What is the Greyson NDE Scale?

A sixteen-item self-report instrument developed by the psychiatrist Bruce Greyson in 1983. It assigns scores across cognitive, affective, paranormal, and transcendental subscales; a total of seven or higher is the conventional threshold for a full near-death experience.

Are near-death experiences the same across cultures?

The structural arc — separation, encounter, return — appears across cultures. The specific imagery (the being of light, the figures encountered, the symbolic gatekeepers) varies systematically with the witness’s religious and cultural background. American Christians and Indian Hindus, for instance, describe encountering different luminous figures.

What does the AWARE-II study contribute?

AWARE-II, led by Sam Parnia, ran roughly 2014 through 2018 across multiple hospital sites and reported in 2023. It combined prospective interviews of cardiac-arrest survivors with electroencephalographic recording during resuscitation, observing gamma and theta activity in some patients during chest compressions.

What is the strongest neurobiological explanation?

Kevin Nelson’s REM-intrusion hypothesis is the most actively researched. It proposes that the brain’s REM-generating circuits intrude on waking consciousness during the cardiopulmonary crisis, producing tunnel imagery, paralysis-style detachment, and dreamlike encounters.

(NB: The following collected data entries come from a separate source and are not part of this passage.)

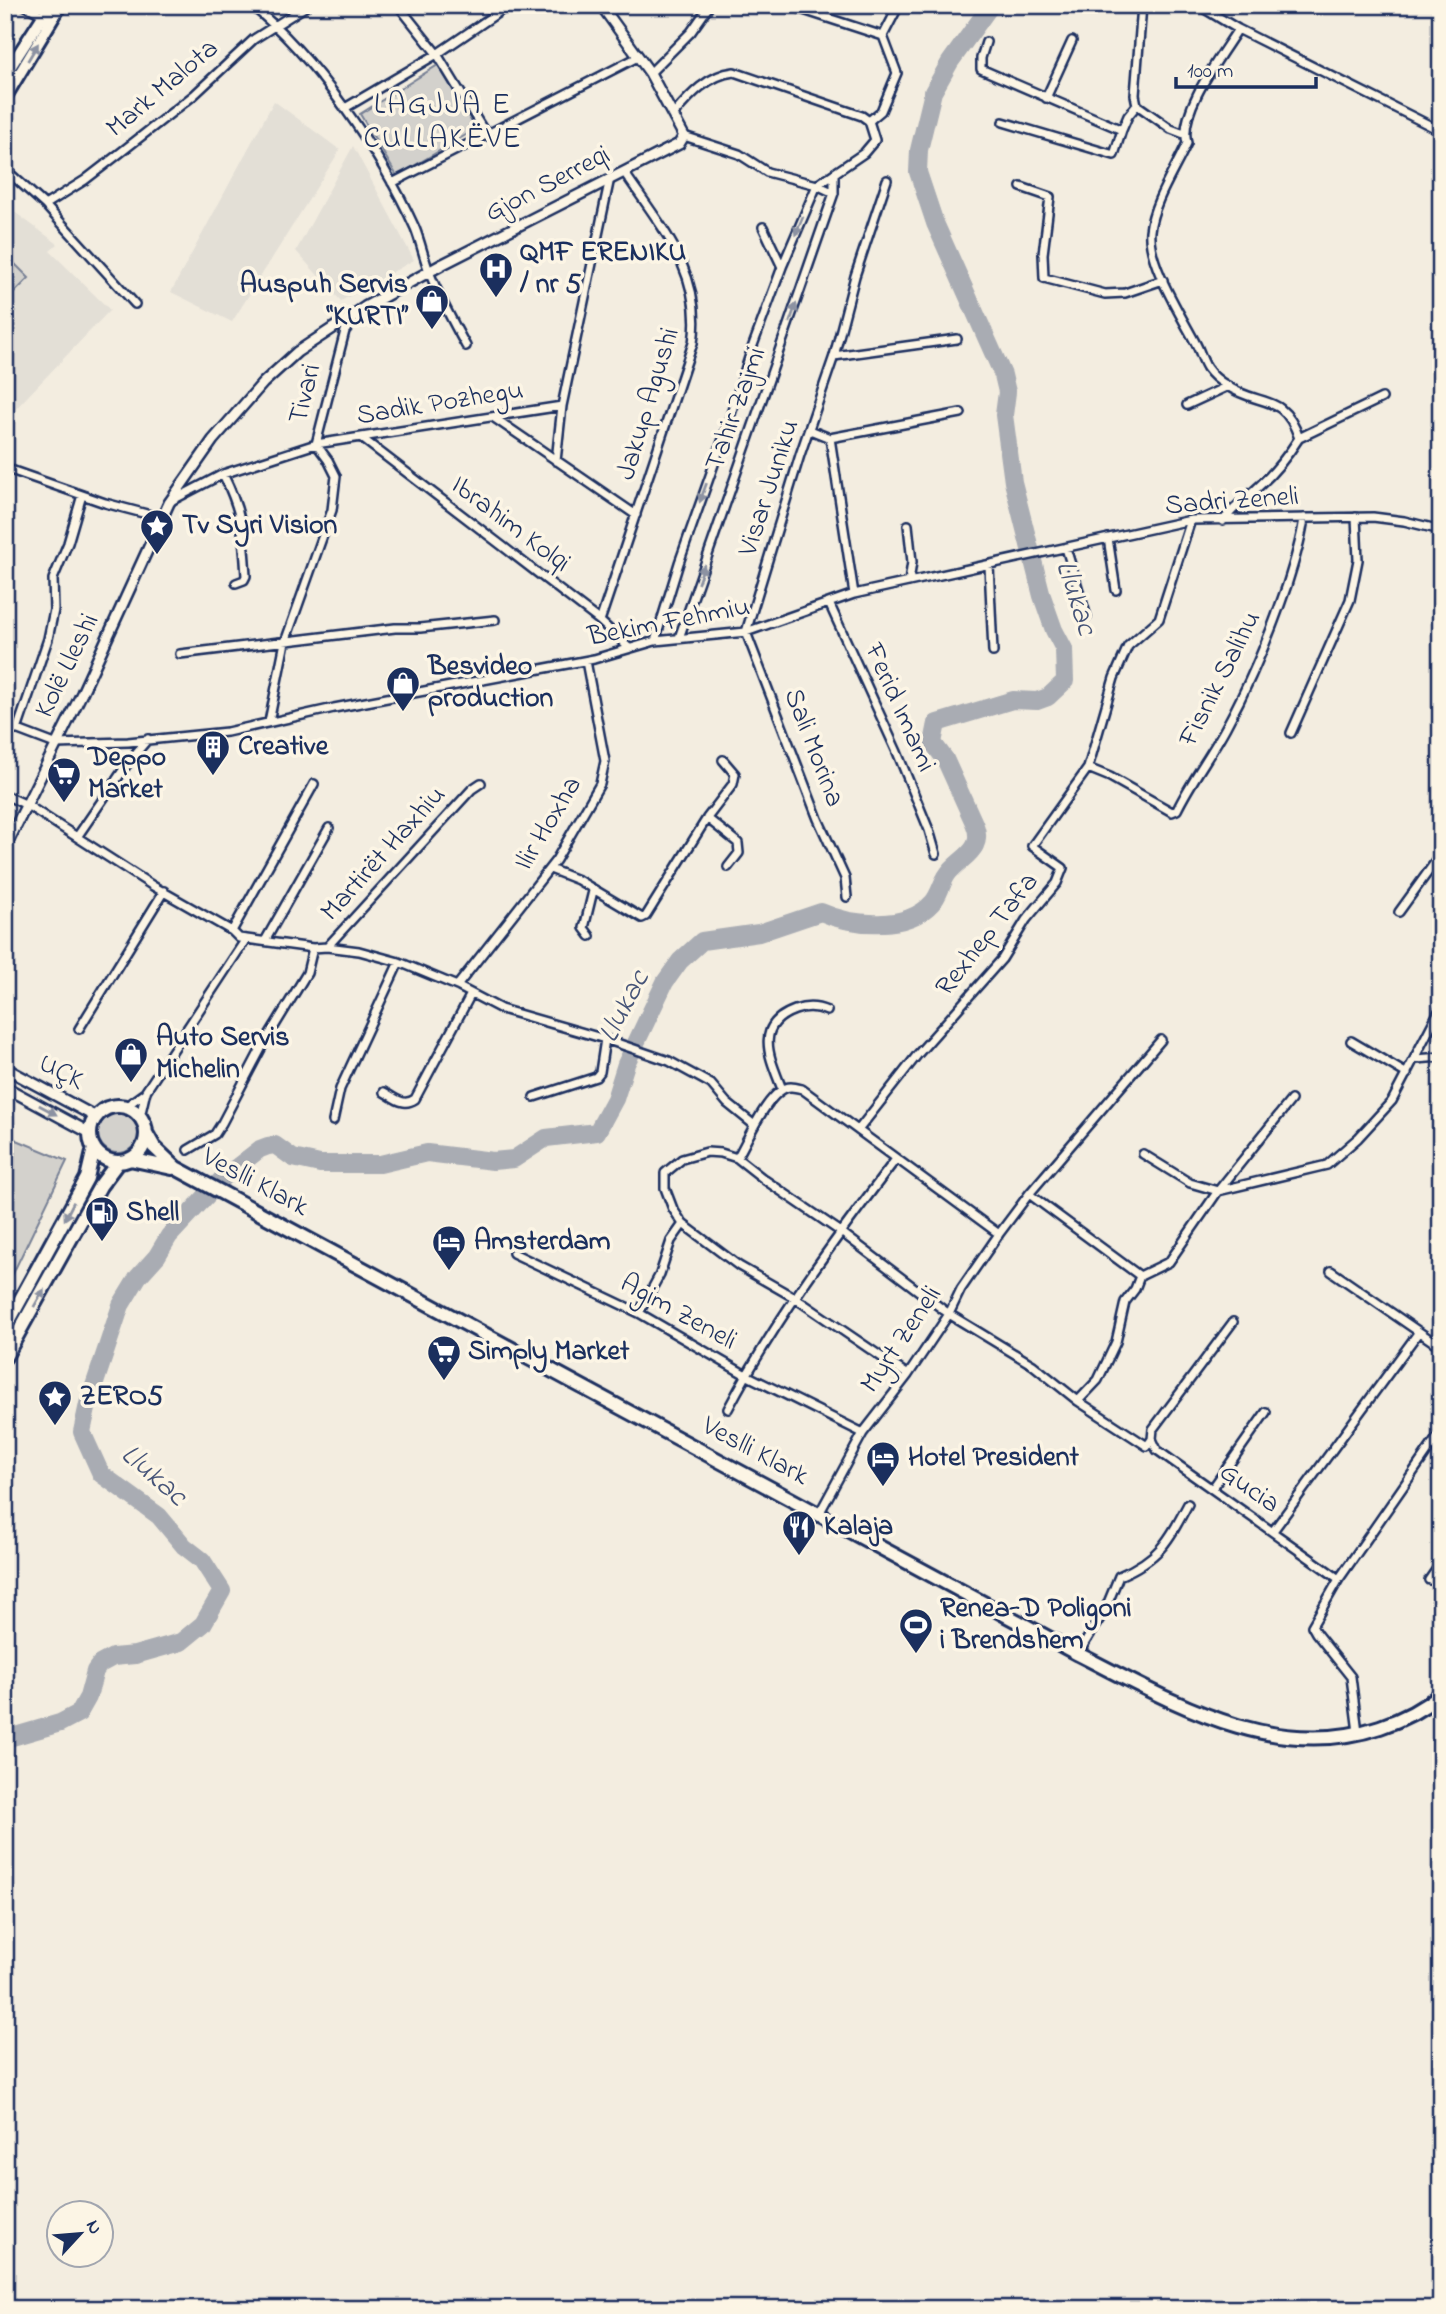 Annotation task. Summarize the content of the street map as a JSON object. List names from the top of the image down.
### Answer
{
  "streets": {
    "main road": ["Veslli Klark"],
    "street": [
      "Mark Malota",
      "Gjon Serreqi",
      "Tivari",
      "Sadik Pozhegu",
      "Jakup Agushi",
      "Tahir Zajmi",
      "Visar Juniku",
      "Sadri Zeneli",
      "Ibrahim Kolqi",
      "Bekim Fehmiu",
      "Kolë Lleshi",
      "Fisnik Salihu",
      "Ferid Imami",
      "Sali Morina",
      "Ilir Hoxha",
      "Martirët Haxhiu",
      "Rexhep Tafa",
      "UÇK",
      "Agim Zeneli",
      "Myrt Zeneli",
      "Gucia"
    ]
  },
  "crossings": [
    ["Gjon Serreqi", "Tivari"],
    ["Gjon Serreqi", "Jakup Agushi"],
    ["Tivari", "Sadik Pozhegu"],
    ["Tivari", "Bekim Fehmiu"],
    ["Tivari", "Kolë Lleshi"],
    ["Sadik Pozhegu", "Ibrahim Kolqi"],
    ["Sadik Pozhegu", "Kolë Lleshi"],
    ["Jakup Agushi", "Ibrahim Kolqi"],
    ["Tahir Zajmi", "Bekim Fehmiu"],
    ["Visar Juniku", "Bekim Fehmiu"],
    ["Visar Juniku", "Sali Morina"],
    ["Sadri Zeneli", "Bekim Fehmiu"],
    ["Sadri Zeneli", "Fisnik Salihu"],
    ["Sadri Zeneli", "Rexhep Tafa"],
    ["Ibrahim Kolqi", "Bekim Fehmiu"],
    ["Bekim Fehmiu", "Kolë Lleshi"],
    ["Bekim Fehmiu", "Ferid Imami"],
    ["Bekim Fehmiu", "Sali Morina"],
    ["Bekim Fehmiu", "Ilir Hoxha"],
    ["Fisnik Salihu", "Rexhep Tafa"],
    ["UÇK", "Veslli Klark"],
    ["Veslli Klark", "Myrt Zeneli"],
    ["Agim Zeneli", "Myrt Zeneli"]
  ],
  "districts": ["LAGJJA E CULLAKËVE"],
  "water": ["Llukac"],
  "places": {
    "hospital": ["QMF ERENIKU / nr 5"],
    "shop": ["Auspuh Servis “KURTI”", "Besvideo production", "Auto Servis Michelin"],
    "place": ["Tv Syri Vision", "ZERO5"],
    "building": ["Creative"],
    "supermarket": ["Deppo Market", "Simply Market"],
    "fuel station": ["Shell"],
    "hotel": ["Amsterdam", "Hotel President"],
    "restaurant": ["Kalaja"],
    "sports": ["Renea-D Poligoni i Brendshem"]
  },
  "scale_bar": "100 m",
  "north": "top right"
}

Cerebral anoxia, endorphin release, and expectation effects are the other commonly cited contributors, especially in Susan Blackmore’s synthesis.

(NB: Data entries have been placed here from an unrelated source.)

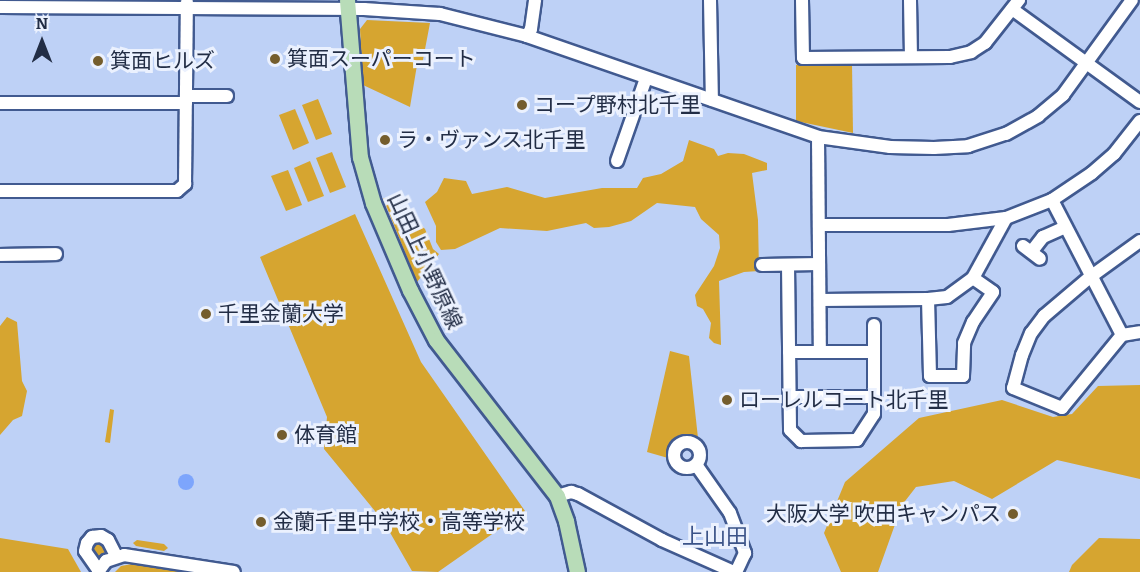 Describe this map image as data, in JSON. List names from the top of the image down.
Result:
{
  "streets": {
    "main road": ["山田上小野原線"]
  },
  "districts": ["上山田"],
  "places": [
    "箕面スーパーコート",
    "箕面ヒルズ",
    "コープ野村北千里",
    "ラ・ヴァンス北千里",
    "千里金蘭大学",
    "ローレルコート北千里",
    "体育館",
    "大阪大学 吹田キャンパス",
    "金蘭千里中学校・高等学校"
  ],
  "north": "top"
}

Do near-death experiences change the people who have them?

Kenneth Ring’s longitudinal work documents persistent shifts after the episode: reduced fear of death, increased altruism, greater interest in spirituality, and sometimes vocational change. The aftermath effects are more empirically tractable than the experience itself and have been replicated across several studies.

Are children’s accounts different from adults’?

Pediatric accounts, documented by Melvin Morse and others, contain the same structural arc but typically less elaborate cultural and theological content. The relative thinness of the cultural clothing is sometimes cited by survivalist researchers as evidence the structural skeleton is independent of acquired imagery; skeptics counter that even young children have absorbed culturally available afterlife scripts.

How should a researcher interview a near-death experiencer?

Trauma-informed practice begins with consent, anonymization where preferred, and rapport before substance. Open-ended prompts let the witness set the cadence. The interviewer’s job is to record the account in the witness’s own words and tense, not to test it against a checklist or interrupt the narrative for verification.

Sources Consulted

  • van Lommel, P. et al. (2001). Near-death experience in survivors of cardiac arrest: a prospective study in the Netherlands. The Lancet, 358(9298): 2039-2045.
  • Greyson, B. (1983). The near-death experience scale: construction, reliability, and validity. Journal of Nervous and Mental Disease, 171(6): 369-375.
  • Moody, R. (1975). Life After Life. Mockingbird Books.
  • Ring, K. (1998). Lessons from the Light. Insight Books.
  • Parnia, S. et al. (2023). AWARE-II: Awareness during resuscitation. Resuscitation, 191: 109903.
  • Nelson, K. (2011). The Spiritual Doorway in the Brain: A Neurologist’s Search for the God Experience. Dutton.
  • Blackmore, S. (1993). Dying to Live: Near-Death Experiences. Prometheus Books.
  • Kellehear, A. (1996). Experiences Near Death: Beyond Medicine and Religion. Oxford University Press.